In [10], the authors focus on using Gaussian Mixture Models (GMMs) with Maximum A Posteriori (MAP) adaptation and Nuisance Attribute Projection (NAP) to compensate for channel effects. The experiments were conducted on 10 standard phrases from the RedDots archive. The focus was on the tests for the “Impostor Correct” case, in which the non-target speaker pronounces the correct phrase. This test allows simulating situations when the attacker knows the correct text, which complicates the authentication task. Using bootstrap aggregation allowed the EER to further reduce the EER from 3.3% to 2.6%.

The paper [11] proposes a method for text-dependent speaker verification based on hidden Markov models (HMMs) and i-vector. The experiments were conducted using the RedDots database. For the experiment, digit-specific HMM was used, which improved the quality of speech segmentation and reduced errors compared to other methods, such as x-vector. The authors also applied uncertainty normalization and LDA regularization. This approach allowed them to obtain the results EER = 1.52% for men and 1.77% for women (Table 1).

There are several areas of research aimed at ensuring the confidentiality of biometric data during processing by a biometric system and the knowledge of machine learning models: the use of homomorphic encryption methods, fuzzy extractors (vault, commitment, embedder, etc.), and neural fuzzy extractors, as well as cancelable biometrics.

Homomorphic encryption allows us to perform calculations on encrypted data without revealing their contents but requires significant computing resources [21]. Fuzzy extractors allow you to restore encrypted keys even with small changes in biometric data, providing flexibility, but have limitations in resistance to more significant changes in patterns [22]. A neural fuzzy extractor, based on neural networks, provides high accuracy in converting biometrics into code, but its reliability directly depends on the quality of training and the amount of data [23].

To improve the performance of homomorphic encryption, an approach called asynchronous encryption is proposed [12]. Its use allowed for performing operations on encrypted data in parallel with the processing of other data, which led to a reduction in processing time. Also, by optimizing the work with preprocessed data, it was possible to achieve an increase in the accuracy of personality recognition. This approach made it possible to achieve a template matching time of 2.38 ms with a memory size for storing one face image of 32.8 KB.
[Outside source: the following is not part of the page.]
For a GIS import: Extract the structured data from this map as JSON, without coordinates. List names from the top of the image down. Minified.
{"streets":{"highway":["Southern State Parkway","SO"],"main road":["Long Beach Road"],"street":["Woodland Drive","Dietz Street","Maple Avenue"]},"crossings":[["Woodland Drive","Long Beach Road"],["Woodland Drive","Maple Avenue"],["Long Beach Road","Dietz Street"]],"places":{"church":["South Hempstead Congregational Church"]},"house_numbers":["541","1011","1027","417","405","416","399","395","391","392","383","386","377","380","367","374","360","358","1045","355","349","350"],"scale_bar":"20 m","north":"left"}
Lattice-based fuzzy extractors are also proposed to be used to protect templates [13]. The goal of the study was to create a reliable system capable of restoring a cryptographic key in the presence of certain errors in biometric data. In the work, dense lattices such as E8 and Leech were used to create stable templates that could maintain accuracy even when changed. Experiments have shown that their method reduces the likelihood of data leaks and provides a high level of security with an entropy of 45 bits, applicable to modern face recognition systems, such as ArcFace.

In [14], the authors propose a BTP approach based on generating cryptographic keys from a voice template using a fuzzy vault scheme. The main goal is to ensure that the template cannot be easily inverted and compromised. The system uses dynamic time warping (DTW) to align voice characteristics. The fuzzy vault stores the template by adding chaff points, which makes it computationally difficult for attackers to distinguish between genuine and fake points.

In [15], the authors propose a new approach to voice BTP using Random Binary Orthogonal Matrices Projection (RBOMP). The system works with i-vectors that are transformed using orthogonal matrices to create hashes that prevent template inversion. As an additional protection, the prime factorization method was introduced, which provides higher privacy and protection against multiple-record attack (ARM). The test results showed that the proposed system maintains a high level of protection (EER = 3.43%) without significant performance losses.

A hybrid method based on a combination of homomorphic encryption and cancelable biometrics can be used to protect biometric templates [16]. Cancelable biometric methods used included BioHashing, MLP hashing, and IoM hashing. Testing was conducted on MOBIO and LFW samples using modern ArcFace, ElasticFace, and FaceNet face recognition models. The results show that the proposed method provides comparable performance to homomorphic encryption, while reducing computational costs by reducing the template size. This made it possible to achieve a duration of the authentication procedure equal to seven seconds.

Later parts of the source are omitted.